:: Your objective ::
After finding the line with "display:grid; place-items:center; width:44px;" in the data below, set down exactly each line through the one with "display:flex; gap:8px; margin-top:auto;", inclusive, and stop there.

:: Materials provided ::
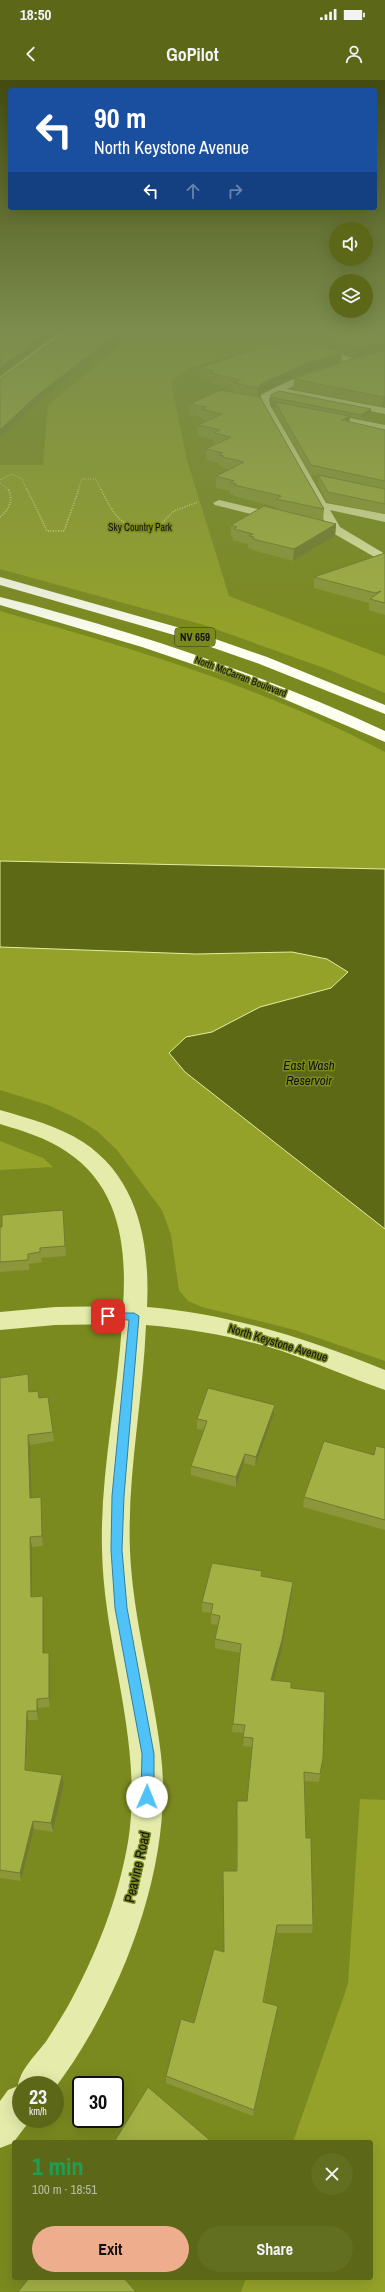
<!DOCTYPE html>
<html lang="en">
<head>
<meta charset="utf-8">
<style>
	:root { --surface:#5c6817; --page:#626e20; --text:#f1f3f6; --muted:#b8bea1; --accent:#eead8d }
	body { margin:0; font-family:"Archivo Narrow",sans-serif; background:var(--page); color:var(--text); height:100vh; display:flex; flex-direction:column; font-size:15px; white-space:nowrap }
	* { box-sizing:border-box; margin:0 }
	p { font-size:13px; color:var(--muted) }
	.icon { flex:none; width:22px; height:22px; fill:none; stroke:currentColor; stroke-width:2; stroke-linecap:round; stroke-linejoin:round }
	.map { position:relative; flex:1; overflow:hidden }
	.drawer { position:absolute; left:12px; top:2060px; width:361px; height:140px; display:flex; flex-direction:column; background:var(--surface); border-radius:4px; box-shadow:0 4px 16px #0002 }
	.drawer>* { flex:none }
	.guide { position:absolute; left:8px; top:8px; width:369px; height:122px; border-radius:4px; box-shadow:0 4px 16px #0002; background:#1a4fa0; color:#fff; overflow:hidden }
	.fabs { position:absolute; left:329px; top:142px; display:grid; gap:8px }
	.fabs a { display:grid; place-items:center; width:44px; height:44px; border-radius:50%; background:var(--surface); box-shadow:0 4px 16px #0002; font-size:20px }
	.speed { position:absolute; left:12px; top:1996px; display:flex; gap:8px; font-size:20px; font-weight:700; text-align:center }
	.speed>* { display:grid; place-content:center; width:52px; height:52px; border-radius:50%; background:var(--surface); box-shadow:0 4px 16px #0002; line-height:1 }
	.speed small { font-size:10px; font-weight:400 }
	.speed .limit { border:2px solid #111; border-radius:6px; background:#fff; color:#111 }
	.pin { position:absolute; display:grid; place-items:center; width:34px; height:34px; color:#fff; margin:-17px; border-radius:8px; box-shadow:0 2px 6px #0006 }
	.me { position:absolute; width:44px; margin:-22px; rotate:1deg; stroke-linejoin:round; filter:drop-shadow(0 0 3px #0008) }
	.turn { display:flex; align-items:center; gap:14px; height:84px; padding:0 20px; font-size:18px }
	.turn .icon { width:52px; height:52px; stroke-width:2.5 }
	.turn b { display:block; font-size:28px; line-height:34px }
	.lanes { display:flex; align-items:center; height:38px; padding:0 20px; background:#0003; justify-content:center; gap:20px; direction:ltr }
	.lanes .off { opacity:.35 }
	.round { display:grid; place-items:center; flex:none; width:42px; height:42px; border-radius:21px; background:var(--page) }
	.summary { display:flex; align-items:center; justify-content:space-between; height:68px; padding:0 20px }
	h1 { font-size:24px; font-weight:700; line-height:30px; color:#1e9e55 }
	.primary-button { display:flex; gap:8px; margin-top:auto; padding:8px 20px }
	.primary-button a { flex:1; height:46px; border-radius:24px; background:var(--accent); color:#111; font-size:16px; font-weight:700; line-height:46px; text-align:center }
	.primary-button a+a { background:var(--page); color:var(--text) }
	.status { display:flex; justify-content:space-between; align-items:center; height:28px; padding:0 20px; background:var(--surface); direction:ltr }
	.status svg { height:11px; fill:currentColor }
	header { display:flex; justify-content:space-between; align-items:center; height:52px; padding:0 20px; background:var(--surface); font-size:18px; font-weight:700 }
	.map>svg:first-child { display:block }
	.green { fill:#94a229 }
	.water { fill:#5d6915; stroke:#e4ed9e }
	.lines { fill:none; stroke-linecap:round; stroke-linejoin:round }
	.path-far1 { stroke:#e4ebab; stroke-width:1; stroke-dasharray:1 1.5; stroke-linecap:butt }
	.path { stroke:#e4ebab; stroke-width:1.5; stroke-dasharray:1 1.5; stroke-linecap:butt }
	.minor { fill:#e4ebab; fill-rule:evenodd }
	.major { fill:#fcfef0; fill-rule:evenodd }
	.wall { fill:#8b973a; fill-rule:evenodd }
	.shaded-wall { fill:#717b30 }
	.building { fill:#a2b044; stroke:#717b30 }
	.route { fill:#4fc3f7; stroke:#337fa1 }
	.labels { text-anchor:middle; stroke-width:3; stroke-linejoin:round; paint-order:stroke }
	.far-park-label { font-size:10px; fill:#111; stroke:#7b8a1f }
	.far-street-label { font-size:10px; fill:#111; stroke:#7b8a1f }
	.shield { fill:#7b8a1f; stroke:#313515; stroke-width:1 }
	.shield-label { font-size:11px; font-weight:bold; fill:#111 }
	.street-label { font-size:12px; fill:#111; stroke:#7b8a1f }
	.water-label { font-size:13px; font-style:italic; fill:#111; stroke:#7b8a1f }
	.near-street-label { font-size:14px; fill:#111; stroke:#7b8a1f }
</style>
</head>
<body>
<div class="status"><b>18:50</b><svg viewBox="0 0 49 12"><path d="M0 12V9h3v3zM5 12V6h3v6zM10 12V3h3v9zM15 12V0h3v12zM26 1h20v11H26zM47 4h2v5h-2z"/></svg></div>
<header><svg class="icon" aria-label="back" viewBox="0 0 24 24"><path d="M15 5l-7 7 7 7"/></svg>GoPilot<svg class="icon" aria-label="person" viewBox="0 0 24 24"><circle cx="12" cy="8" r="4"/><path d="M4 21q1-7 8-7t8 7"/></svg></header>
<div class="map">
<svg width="385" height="2212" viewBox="0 0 385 2212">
	<rect width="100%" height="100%" fill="#7b8a1f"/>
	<g class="green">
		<path d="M142,248h222l-121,24 -56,17 -16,13 16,78 42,136 156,60v37l-58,-24 -123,-44 -204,-56v-104h43l5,-60z"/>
		<path d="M0,531c131,37 264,76 385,141v609l-90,-31 -93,-23 -14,-6 -9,-11 -8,-55 -9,-25 -45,-60 -20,-19 -21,-13 -28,-13 -48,-15z"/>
		<path d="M0,1061l43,17 10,9 -53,3z"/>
		<path d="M360,1719l25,1v492h-144l5,-14h125v-136h-78l55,-158z"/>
	</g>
	<path class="water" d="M0,781l385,8v360l-200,-157 -16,-19 17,-16 26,-5 48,-25 71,-19 17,-16 -21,-13 -35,-7 -96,2 -196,-7z"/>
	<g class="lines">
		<g class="path-far1">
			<path d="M0,400l12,-6 10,5 5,11"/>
			<path d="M0,403l9,7"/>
			<path d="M78,410l4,-11h14l5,11"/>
		</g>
		<g class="path">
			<path d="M27,409l20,42h17l15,-42"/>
			<path d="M101,409c14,29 21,41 56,39l17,-17 24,-9"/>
			<path d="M0,437c9,-7 14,-18 8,-28"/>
		</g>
		<g class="minor">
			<path d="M65,248h9l-7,8 -67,49v-8z"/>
			<path d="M313,266l43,13 2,2 -5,3 -43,-13v-4z"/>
			<path d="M322,288l3,1v4l-38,16 98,19v6l-106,-21 -10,5 1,7 56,98 59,11v8l-55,-12 10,17 45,27v9l-54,-31 -14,-3 -2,-3 2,-3 9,1 -66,-119 1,-10 26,-14z"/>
			<path d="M319,332l66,13v6l-70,-14 -1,-2z"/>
			<path d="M219,420l68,16 2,2 -6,4 -68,-17 -2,-2z"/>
			<path d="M0,1030c28,8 58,16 83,32 56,37 67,102 64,165 84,7 161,32 238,63v20c-35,-12 -68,-27 -103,-39 -45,-14 -89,-22 -136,-26 -3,76 -19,150 -16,226 3,69 23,135 31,204 13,110 -40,245 -106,333v-3h-34v34h10l-18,24 -13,5v-47l8,-11 10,-4c2,-17 19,-32 29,-46 7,-11 14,-22 21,-34 28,-51 50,-106 60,-164 16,-99 -24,-193 -26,-292 -2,-75 15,-150 20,-226l-67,1 -55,5v-18l55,-5 68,-1c4,-58 -3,-119 -56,-154 -20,-14 -44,-21 -67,-28z"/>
		</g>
		<g class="major">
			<path d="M0,497l198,56 69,24 118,48v9l-128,-51 -69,-24 -188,-54z"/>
			<path d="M0,517c132,33 262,77 385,134v11l-146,-62 -97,-33 -142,-42z"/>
		</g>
	</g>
	<g class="wall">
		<path d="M385,248v76l-3,2 -89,-17 1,-10 46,-17 -36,12 -44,20 -1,3 65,112 -1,12 -11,-3 24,6 -1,12 -42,25 -41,-11 1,-1 -5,-1v-4l-15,-4v-3h-2v-12l45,-16v-2l-42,-11v-1l-4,-1v-3l-14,-3v-12l13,-6 -6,-2v-1l-4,-1v-3l-13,-3v-11l10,-5h-2v-4l-16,-4v-11l9,-4h-2v-1l-3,-1v-2l-12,-3v-10l44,-12v-3l-21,-5v-1h-3v-2l-10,-3v-10l72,-22 34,-4 11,3v-8zM341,273l15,4 -15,5z"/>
		<path d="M271,315l100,18 -10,6 -11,-3 -1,6 36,8v84l-58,-12 -9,-17v-9l-7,-1 -36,-64v-9l37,7 -41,-8z"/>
		<path d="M385,473v62l-16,-5v-7l-55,-15v-11z"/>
		<path d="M63,1130l3,46 -25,2 1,4 -13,2v6l-29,2v-45z"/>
		<path d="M28,1294l1,18 10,6 14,34 1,9 -24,4 1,53 11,9 1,39 -11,1v50l11,-1 1,9v48h5l1,9v45l-12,1v12h-10l-1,50 37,14 -11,48 -19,-3 -13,52 -21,-3v-500z"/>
		<path d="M275,1325l-1,10 -19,51 -11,-3 -8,24 -45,-12v-9l13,-36 -7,-1v-10z"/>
		<path d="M385,1368v82l-82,-23 1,-10z"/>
		<path d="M262,1491v5l30,16 -10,57 -9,32 18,7 32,70 -4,24 -14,-1 1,57 7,87 -1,8h-36l-12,70 13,11 -24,102 -87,-33v-7l28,-53 30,-71 -1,-81h13l1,-70h10l5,-54 -9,-1 1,-13 -12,-1 8,-79 -25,-5v-9l3,-14 -7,-1v-11l-9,-1v-10z"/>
	</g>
	<g class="shaded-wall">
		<path d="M54,248h9l-63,47v-7z"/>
		<path d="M120,248h7l-30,27 -61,49 -36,34v-8l35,-33z"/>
		<path d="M385,262v9l-29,6 1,-8z"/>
		<path d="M342,272l-1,10 -37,12 -44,20 -2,4v-10l3,-4 44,-20z"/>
		<path d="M385,316v8l-3,2 1,-9z"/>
		<path d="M371,329v4l-10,6v-4z"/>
		<path d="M350,336l-1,10 -7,-6z"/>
		<path d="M336,444l-1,12 -42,25 1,-12z"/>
		<path d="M275,1325l-1,10 -19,51 1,-9z"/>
		<path d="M28,1355l2,10 2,63 -2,-10z"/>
		<path d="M245,1374l-1,9 -8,24v-10z"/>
		<path d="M41,1417l1,10 1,39 -1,-10z"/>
		<path d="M30,1457l2,10v59l-1,-9z"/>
		<path d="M293,1502l-1,10 -10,57 -11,41v-10z"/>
		<path d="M43,1516l1,9v58l-1,-10z"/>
		<path d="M49,1573l1,9v45l-1,-9z"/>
		<path d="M37,1619l1,9v12l-1,-9z"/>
		<path d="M27,1631l1,9 -2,59 -1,-9z"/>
		<path d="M62,1695l2,9 -11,48 -2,-9z"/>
		<path d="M33,1741l1,8 -13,52 -1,-8z"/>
		<path d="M277,1845l-1,8 -14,77 1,-8z"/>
		<path d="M278,1926l-1,8 -24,102 1,-6z"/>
	</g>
	<g class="building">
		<path d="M0,248h54l-54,40z"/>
		<path d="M70,248h50l-23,21 -62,48 -35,33v-51l68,-48z"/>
		<path d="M371,248h14v14l-28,7 -40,-12z"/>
		<path d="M303,259l3,3 36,10 -37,12 -44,20 -3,4 -24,-5 7,-3 -28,-6h2l-5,-1 4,-2 -14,-3 67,-24 5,2z"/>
		<path d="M385,270v46l-2,1 -89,-18 48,-17z"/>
		<path d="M220,310l40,7 64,112 -48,-10 5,-3 -47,-11 2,-1 -6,-1 4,-2 -18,-5 28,-14 -21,-5 1,-1 -5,-1 4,-2 -17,-4 25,-12 -17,-4 6,-3 -22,-5 24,-11 -17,-4h2l-5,-1 4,-2 -16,-3z"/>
		<path d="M279,311l92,18 -10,6 -90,-18v-2z"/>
		<path d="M275,322l75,14 -8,4 43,10v51l-74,-16z"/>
		<path d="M318,395l67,14v15l-57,-12z"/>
		<path d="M264,426l72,18 -42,25 -41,-10 1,-2 -5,-1 4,-2 -19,-5 3,-2 -6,-2z"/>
		<path d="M385,473v50l-15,-4 11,-8 -6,2 -61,-16z"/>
		<path d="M63,1130l2,36 -25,2v4l-12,2v6l-28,2v-35h2v-12z"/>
		<path d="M28,1294l1,18 9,-1 1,7 9,-1 5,35 -25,3 2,63 11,-1 1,39 -12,1 1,60 12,-1v57h6v45l-12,1v12h-10l-2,59 37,5 -11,48 -18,-2 -13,52 -20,-3v-492z"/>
		<path d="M208,1308l67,17 -19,52 -11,-3 -9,23 -45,-11 16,-45 -10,-2z"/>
		<path d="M324,1361l50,14 2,-9 9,2v72l-81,-23z"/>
		<path d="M212,1483l50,8 -1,5 32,6 -11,58 -11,40 20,2v6l34,4 -2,66 -3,16 -16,-2 2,66h5l2,87h-36l-14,77 15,4 -24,104 -88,-34 15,-57 13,4 20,-74 10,3 -1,-81h14v-70h10l6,-63 -10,-1 2,-12 -12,-1 8,-80 -26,-5 5,-23 -9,-2 2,-10 -11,-2z"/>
		<path d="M148,2007l64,55h-98z"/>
		<path d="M29,2198h95l12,14h-118z"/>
	</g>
	<linearGradient id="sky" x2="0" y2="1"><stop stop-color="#444c11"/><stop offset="0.45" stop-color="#7c8d4d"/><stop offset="1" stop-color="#7c8d4d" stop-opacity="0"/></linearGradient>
	<rect width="385" height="557" fill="url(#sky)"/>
	<path class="route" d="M108,1233h26l5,3 -15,180 -2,54 5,58 27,146v43l-2,5 -5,2 -4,-2 -2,-5 1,-43 -27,-146 -4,-58 1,-54 17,-176 -24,-1 -2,-3z"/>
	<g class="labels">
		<g class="far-park-label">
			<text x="140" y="451">Sky Country Park</text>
		</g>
		<g class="far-street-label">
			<text transform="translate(241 596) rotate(21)" y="4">North McCarran Boulevard</text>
		</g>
		<rect class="shield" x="175" y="548" width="40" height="18" rx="3"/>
		<g class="shield-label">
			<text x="195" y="561">NV 659</text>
		</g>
		<g class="street-label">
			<text transform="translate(278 1263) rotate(17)" y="4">North Keystone Avenue</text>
		</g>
		<g class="water-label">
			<text x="309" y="990">East Wash<tspan x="309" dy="15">Reservoir</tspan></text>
		</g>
		<g class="near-street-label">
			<text transform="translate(137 1787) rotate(-77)" y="5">Peavine Road</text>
		</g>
	</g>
</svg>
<div class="fabs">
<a><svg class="icon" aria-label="sound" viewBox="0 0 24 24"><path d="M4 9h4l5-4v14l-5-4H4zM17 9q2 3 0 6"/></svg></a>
<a><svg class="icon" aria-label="layers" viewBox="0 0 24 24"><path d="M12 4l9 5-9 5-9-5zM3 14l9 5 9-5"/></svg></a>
</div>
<div class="speed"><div>23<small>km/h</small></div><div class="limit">30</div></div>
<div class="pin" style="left:108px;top:1236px;background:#d93025"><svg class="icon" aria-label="arrive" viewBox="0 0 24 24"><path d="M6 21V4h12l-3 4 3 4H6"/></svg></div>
<svg class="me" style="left:147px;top:1717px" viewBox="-20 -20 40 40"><circle r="19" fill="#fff"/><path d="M0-13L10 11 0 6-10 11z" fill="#4fc3f7"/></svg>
<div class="guide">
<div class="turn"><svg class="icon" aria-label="left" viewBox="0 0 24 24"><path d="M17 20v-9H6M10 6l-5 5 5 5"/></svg><div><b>90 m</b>North Keystone Avenue</div></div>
<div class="lanes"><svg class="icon" aria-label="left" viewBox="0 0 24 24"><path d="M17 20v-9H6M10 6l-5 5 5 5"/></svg><svg class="icon off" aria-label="ahead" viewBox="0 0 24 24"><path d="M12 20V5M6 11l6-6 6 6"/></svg><svg class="icon off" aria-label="right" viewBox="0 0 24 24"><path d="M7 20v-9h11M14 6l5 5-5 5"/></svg></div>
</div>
<section class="drawer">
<div class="summary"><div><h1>1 min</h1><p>100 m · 18:51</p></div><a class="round"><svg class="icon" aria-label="close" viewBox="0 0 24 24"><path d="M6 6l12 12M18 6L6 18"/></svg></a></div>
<div class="primary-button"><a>Exit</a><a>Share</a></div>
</section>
</div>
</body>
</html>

:: Written response ::
	.fabs a { display:grid; place-items:center; width:44px; height:44px; border-radius:50%; background:var(--surface); box-shadow:0 4px 16px #0002; font-size:20px }
	.speed { position:absolute; left:12px; top:1996px; display:flex; gap:8px; font-size:20px; font-weight:700; text-align:center }
	.speed>* { display:grid; place-content:center; width:52px; height:52px; border-radius:50%; background:var(--surface); box-shadow:0 4px 16px #0002; line-height:1 }
	.speed small { font-size:10px; font-weight:400 }
	.speed .limit { border:2px solid #111; border-radius:6px; background:#fff; color:#111 }
	.pin { position:absolute; display:grid; place-items:center; width:34px; height:34px; color:#fff; margin:-17px; border-radius:8px; box-shadow:0 2px 6px #0006 }
	.me { position:absolute; width:44px; margin:-22px; rotate:1deg; stroke-linejoin:round; filter:drop-shadow(0 0 3px #0008) }
	.turn { display:flex; align-items:center; gap:14px; height:84px; padding:0 20px; font-size:18px }
	.turn .icon { width:52px; height:52px; stroke-width:2.5 }
	.turn b { display:block; font-size:28px; line-height:34px }
	.lanes { display:flex; align-items:center; height:38px; padding:0 20px; background:#0003; justify-content:center; gap:20px; direction:ltr }
	.lanes .off { opacity:.35 }
	.round { display:grid; place-items:center; flex:none; width:42px; height:42px; border-radius:21px; background:var(--page) }
	.summary { display:flex; align-items:center; justify-content:space-between; height:68px; padding:0 20px }
	h1 { font-size:24px; font-weight:700; line-height:30px; color:#1e9e55 }
	.primary-button { display:flex; gap:8px; margin-top:auto; padding:8px 20px }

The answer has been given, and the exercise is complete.